▶ [YOUR GOAL]
Transcribe the data exactly, pictures excluded.
── LISTED ENTRIES
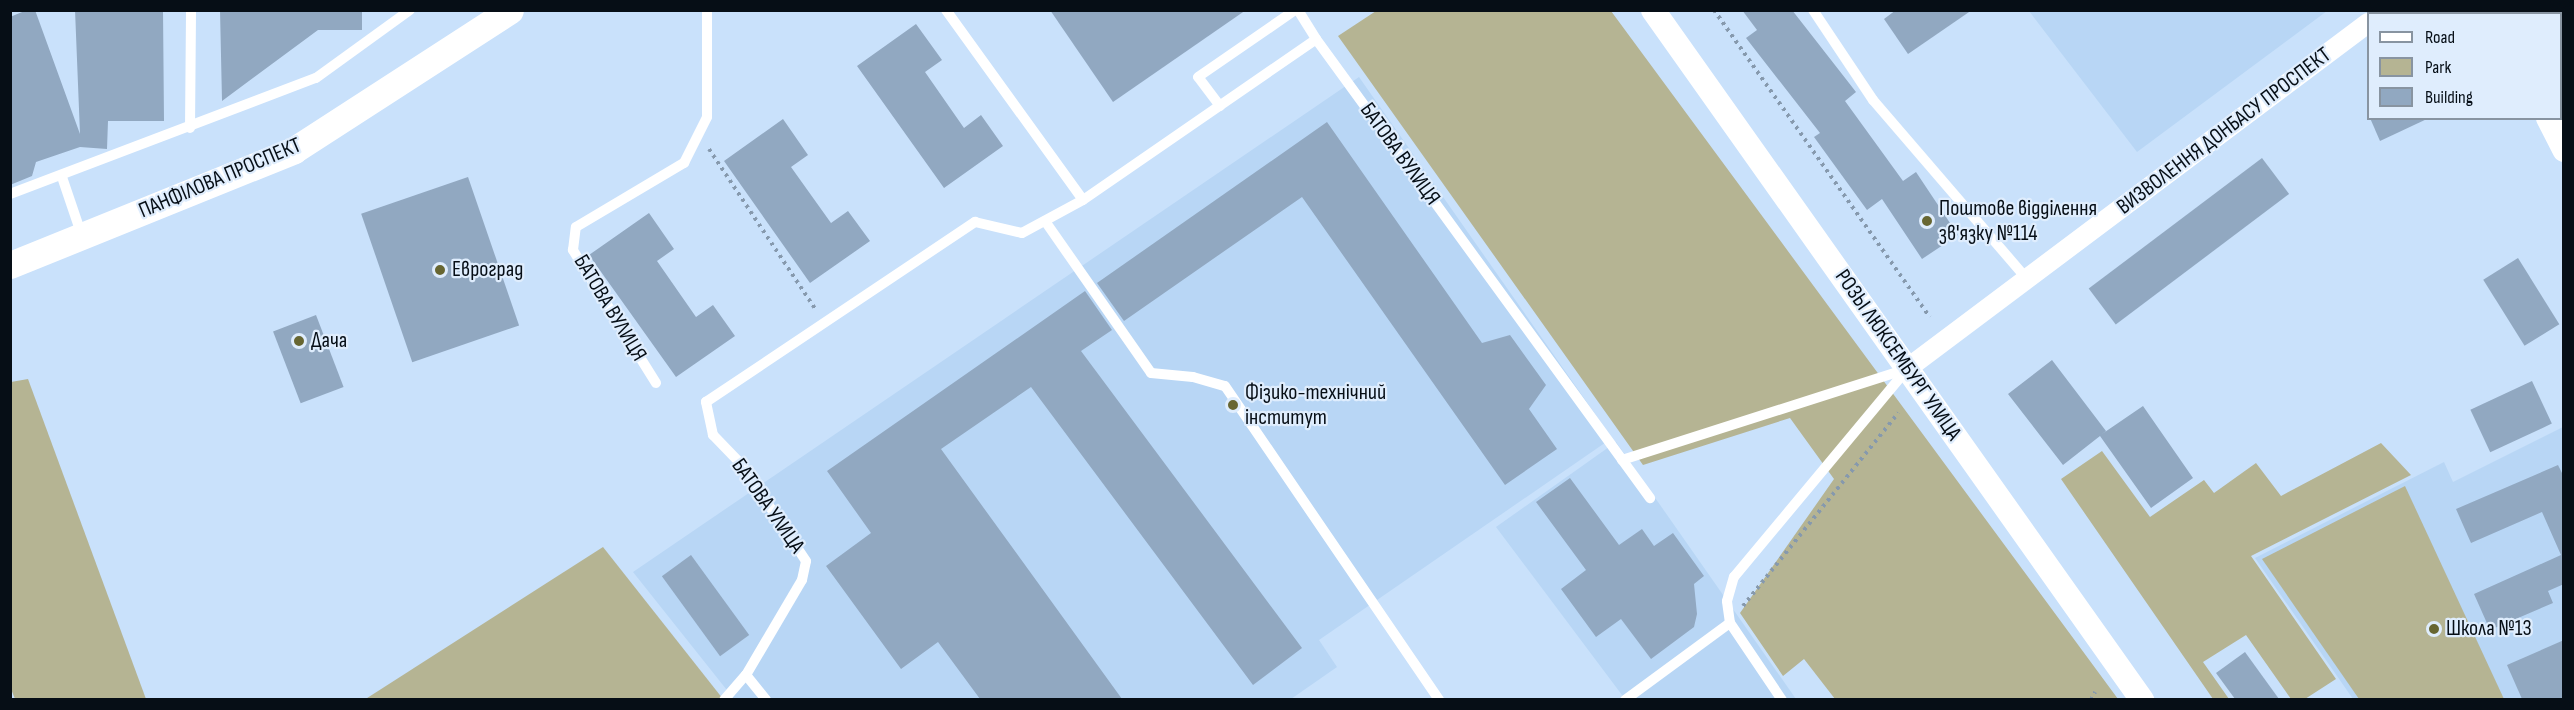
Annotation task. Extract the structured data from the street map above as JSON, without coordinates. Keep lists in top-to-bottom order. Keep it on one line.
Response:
{"streets":{"main road":["ПАНФІЛОВА ПРОСПЕКТ"],"street":["ВИЗВОЛЕННЯ ДОНБАСУ ПРОСПЕКТ","РОЗЫ ЛЮКСЕМБУРГ УЛИЦА"],"lane":["БАТОВА ВУЛИЦЯ","БАТОВА УЛИЦА"]},"crossings":[["ВИЗВОЛЕННЯ ДОНБАСУ ПРОСПЕКТ","РОЗЫ ЛЮКСЕМБУРГ УЛИЦА"]],"places":["Поштове відділення зв'язку №114","Евроград","Дача","Фізико-технічний інститут","Школа №13"],"legend":["Road","Park","Building"]}
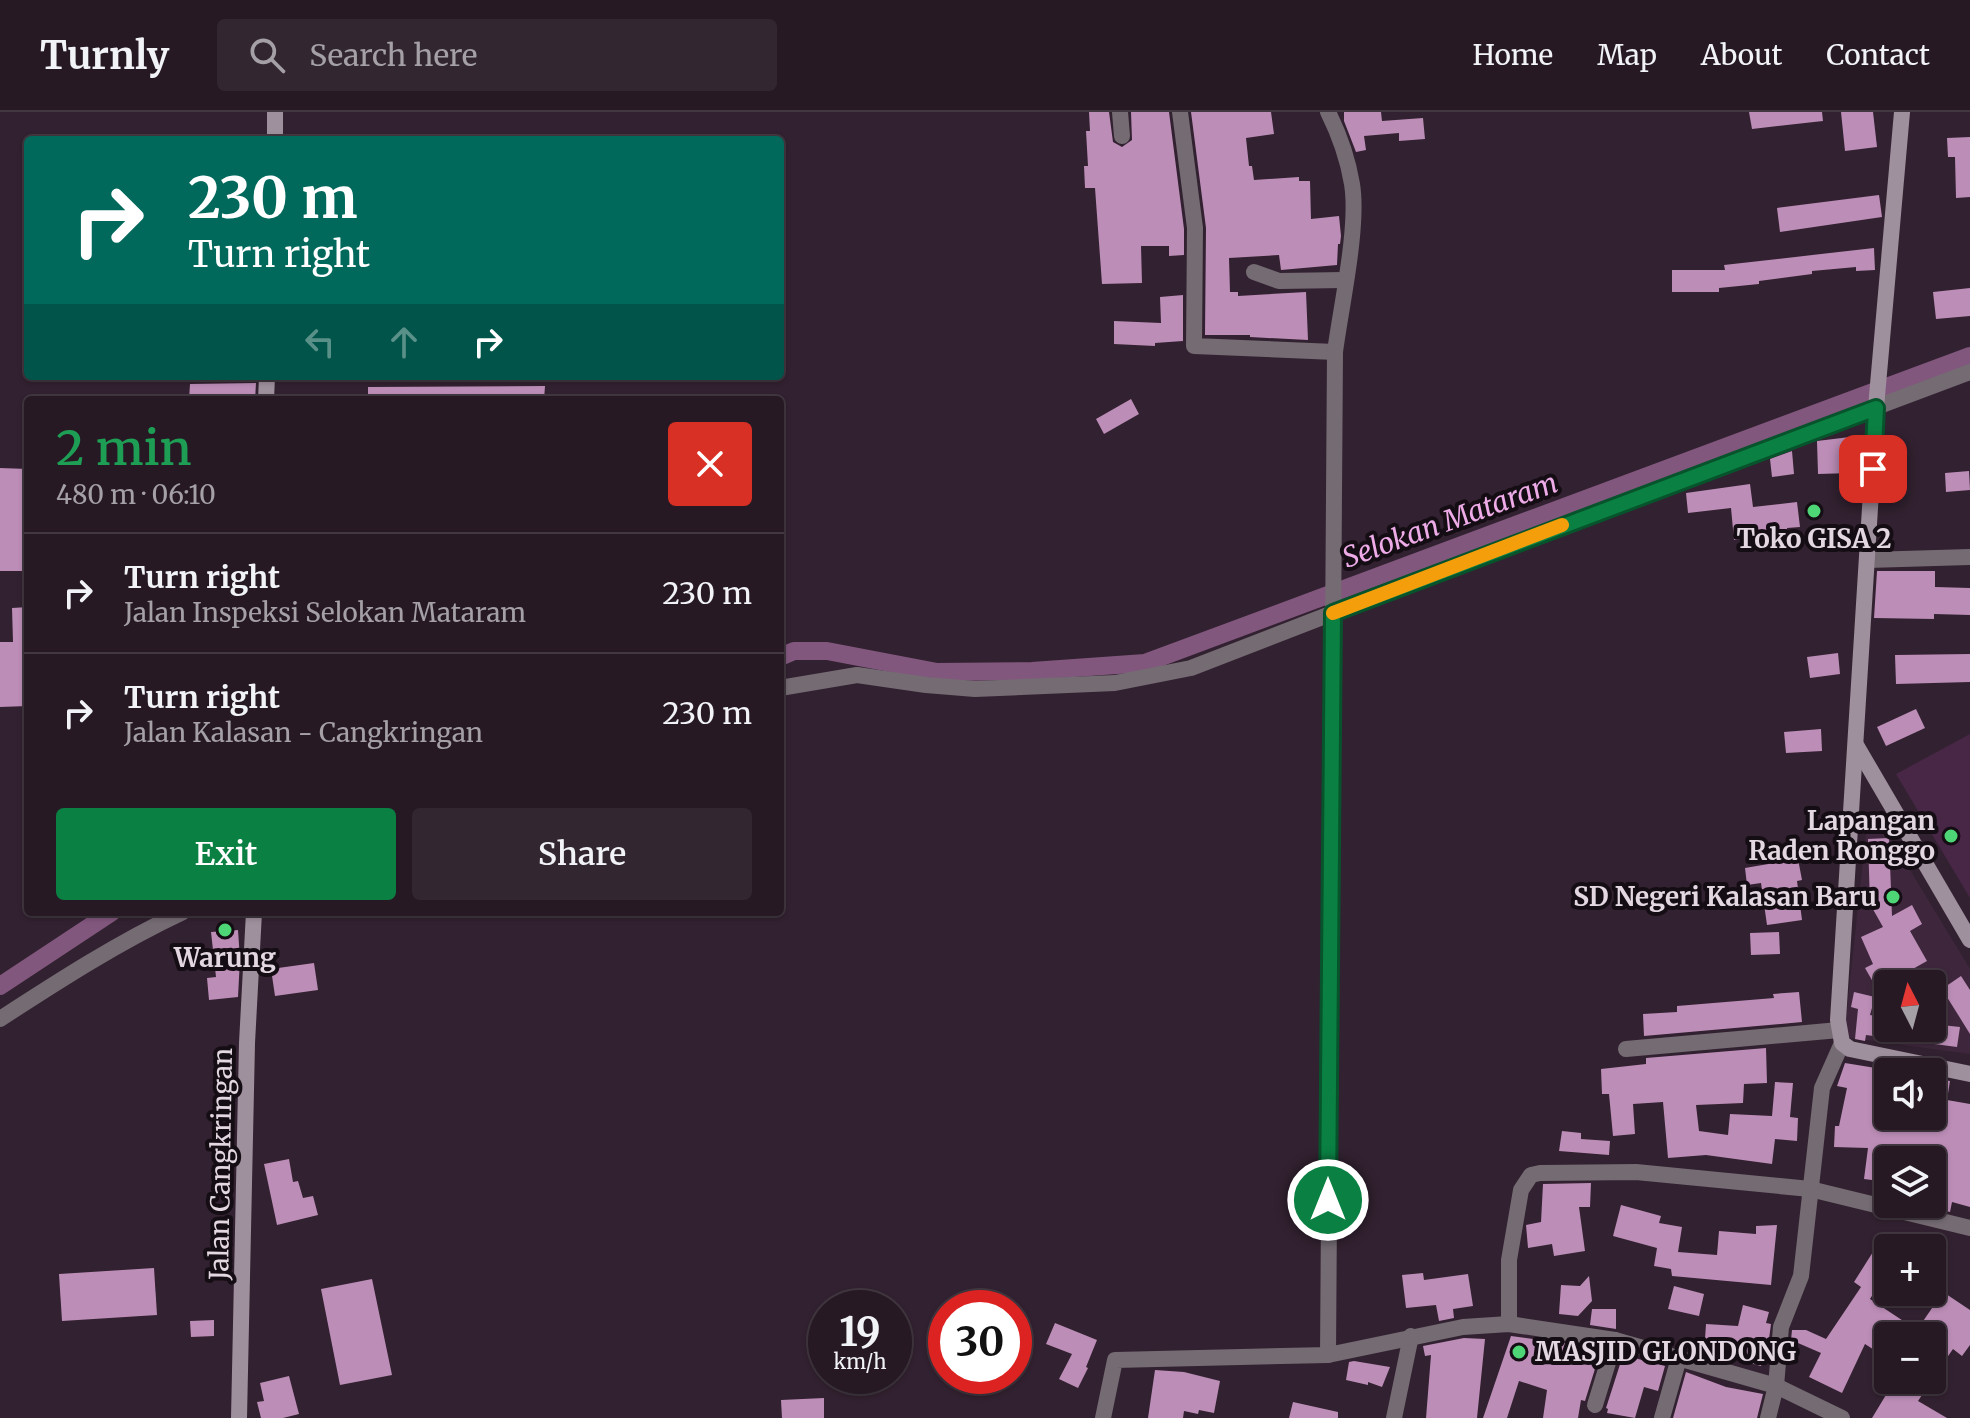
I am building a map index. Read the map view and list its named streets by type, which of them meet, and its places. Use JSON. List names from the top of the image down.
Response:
{
  "streets": {
    "main road": ["Jalan Cangkringan"]
  },
  "water": ["Selokan Mataram"],
  "places": [
    "Toko GISA 2",
    "Lapangan Raden Ronggo",
    "SD Negeri Kalasan Baru",
    "Warung",
    "MASJID GLONDONG"
  ],
  "north": "top",
  "page": {
    "header": "Turnly",
    "search": "Search here",
    "nav": [
      "Home",
      "Map",
      "About",
      "Contact"
    ],
    "turn": ["230 m", "Turn right"],
    "heading": ["2 min", "480 m · 06:10"],
    "list": [
      {
        "name": "Turn right",
        "note": "Jalan Inspeksi Selokan Mataram",
        "value": "230 m"
      },
      {
        "name": "Turn right",
        "note": "Jalan Kalasan - Cangkringan",
        "value": "230 m"
      }
    ],
    "buttons": ["Exit", "Share"],
    "map_buttons": ["+", "−"],
    "speed": "19 km/h",
    "limit": "30"
  }
}
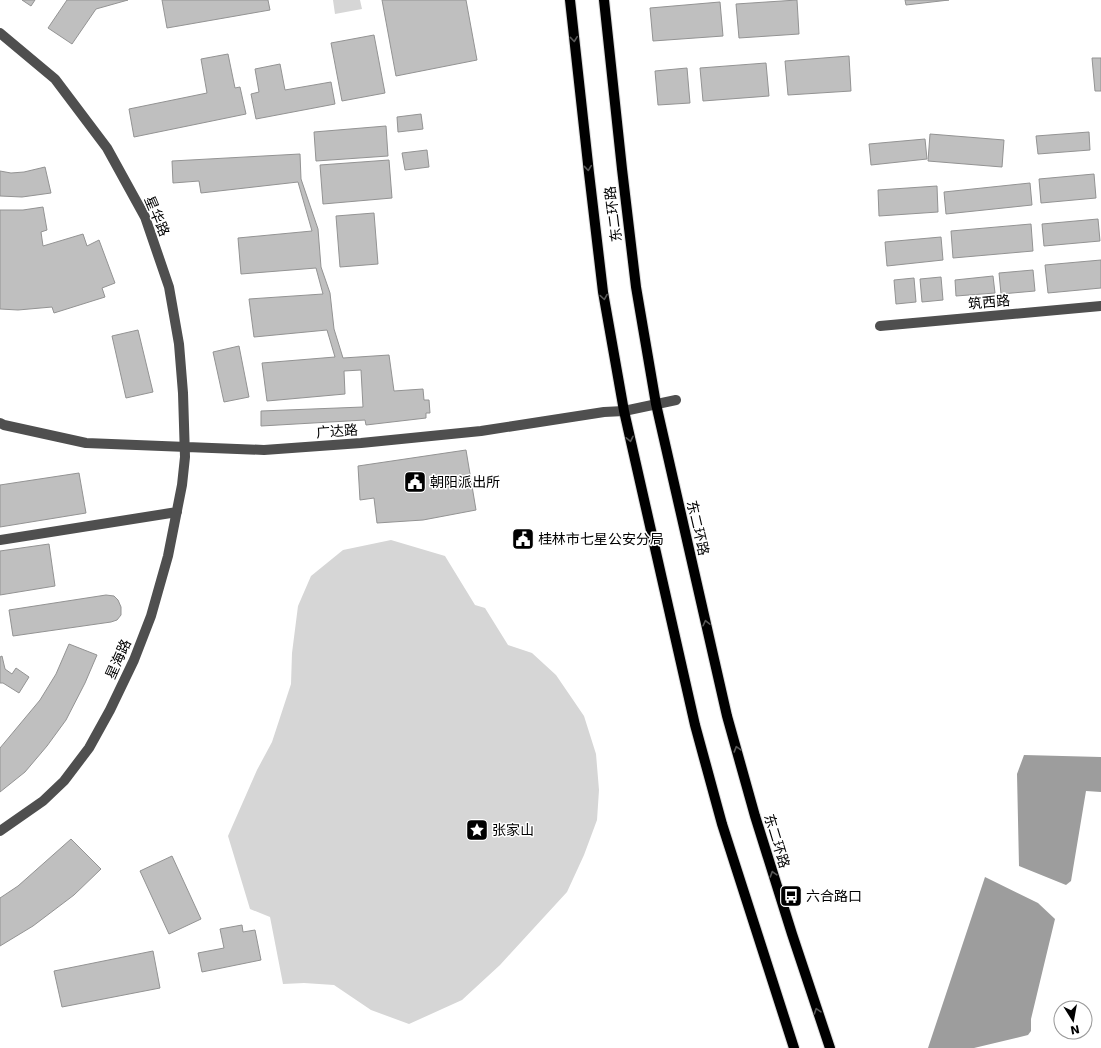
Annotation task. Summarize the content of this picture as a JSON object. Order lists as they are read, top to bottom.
{
  "streets": {
    "main road": ["东二环路"],
    "street": [
      "星华路",
      "筑西路",
      "广达路",
      "星海路"
    ]
  },
  "crossings": [
    ["东二环路", "广达路"],
    ["星华路", "广达路"],
    ["星华路", "星海路"],
    ["广达路", "星海路"]
  ],
  "places": {
    "public building": ["朝阳派出所", "桂林市七星公安分局"],
    "place": ["张家山"],
    "bus stop": ["六合路口"]
  },
  "north": "bottom"
}
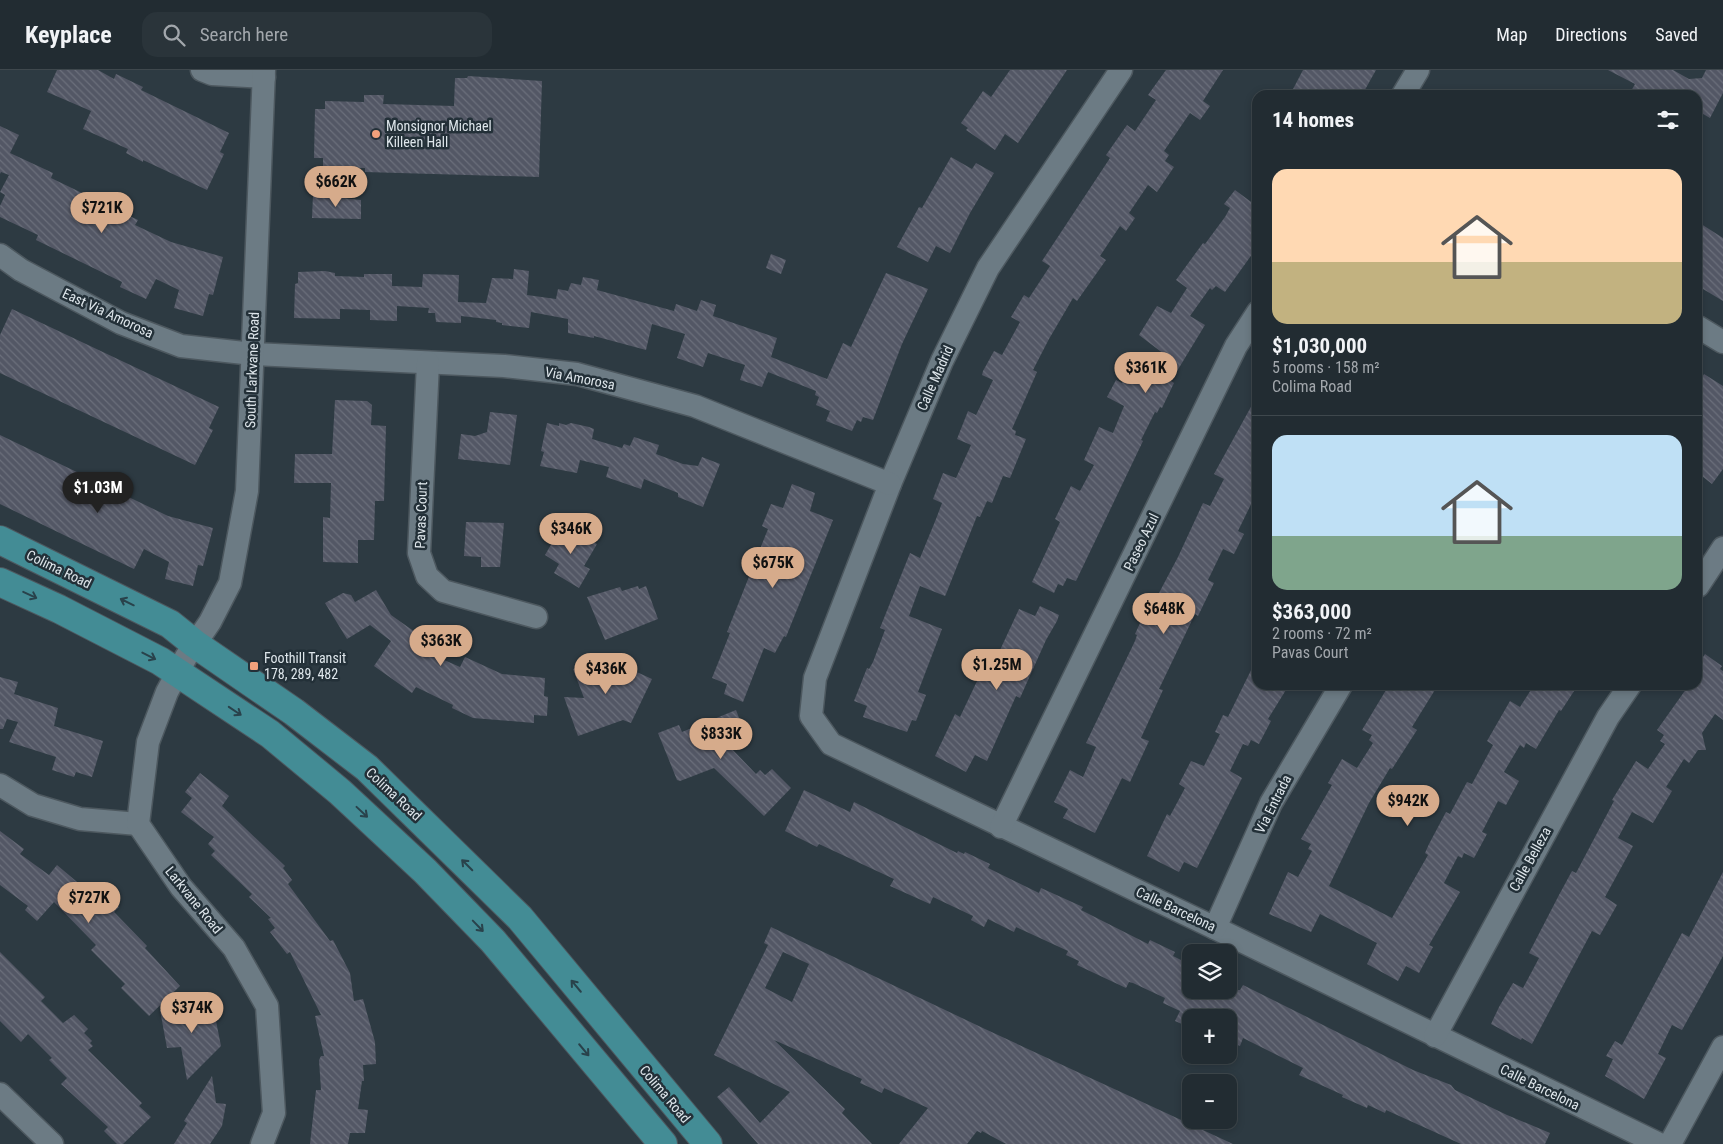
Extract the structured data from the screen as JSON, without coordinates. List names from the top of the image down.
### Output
────
▶ [SOLVED PROBLEM]
Annotation task. Extract the structured data from the street map above as JSON, without coordinates. Keep lists in top-to-bottom order. Keep it on one line.
Response:
{"streets":{"main road":["ПАНФІЛОВА ПРОСПЕКТ"],"street":["ВИЗВОЛЕННЯ ДОНБАСУ ПРОСПЕКТ","РОЗЫ ЛЮКСЕМБУРГ УЛИЦА"],"lane":["БАТОВА ВУЛИЦЯ","БАТОВА УЛИЦА"]},"crossings":[["ВИЗВОЛЕННЯ ДОНБАСУ ПРОСПЕКТ","РОЗЫ ЛЮКСЕМБУРГ УЛИЦА"]],"places":["Поштове відділення зв'язку №114","Евроград","Дача","Фізико-технічний інститут","Школа №13"],"legend":["Road","Park","Building"]}
I am building a map index. Read the map view and list its named streets by type, which of them meet, and its places. Use JSON. List names from the top of the image down.
Response:
{
  "streets": {
    "main road": ["Jalan Cangkringan"]
  },
  "water": ["Selokan Mataram"],
  "places": [
    "Toko GISA 2",
    "Lapangan Raden Ronggo",
    "SD Negeri Kalasan Baru",
    "Warung",
    "MASJID GLONDONG"
  ],
  "north": "top",
  "page": {
    "header": "Turnly",
    "search": "Search here",
    "nav": [
      "Home",
      "Map",
      "About",
      "Contact"
    ],
    "turn": ["230 m", "Turn right"],
    "heading": ["2 min", "480 m · 06:10"],
    "list": [
      {
        "name": "Turn right",
        "note": "Jalan Inspeksi Selokan Mataram",
        "value": "230 m"
      },
      {
        "name": "Turn right",
        "note": "Jalan Kalasan - Cangkringan",
        "value": "230 m"
      }
    ],
    "buttons": ["Exit", "Share"],
    "map_buttons": ["+", "−"],
    "speed": "19 km/h",
    "limit": "30"
  }
}
Annotation task. Summarize the content of this picture as a JSON object. Order lists as they are read, top to bottom.
{
  "streets": {
    "main road": ["东二环路"],
    "street": [
      "星华路",
      "筑西路",
      "广达路",
      "星海路"
    ]
  },
  "crossings": [
    ["东二环路", "广达路"],
    ["星华路", "广达路"],
    ["星华路", "星海路"],
    ["广达路", "星海路"]
  ],
  "places": {
    "public building": ["朝阳派出所", "桂林市七星公安分局"],
    "place": ["张家山"],
    "bus stop": ["六合路口"]
  },
  "north": "bottom"
}
Extract the structured data from the screen as JSON, without coordinates. List names from the top of the image down.
### Output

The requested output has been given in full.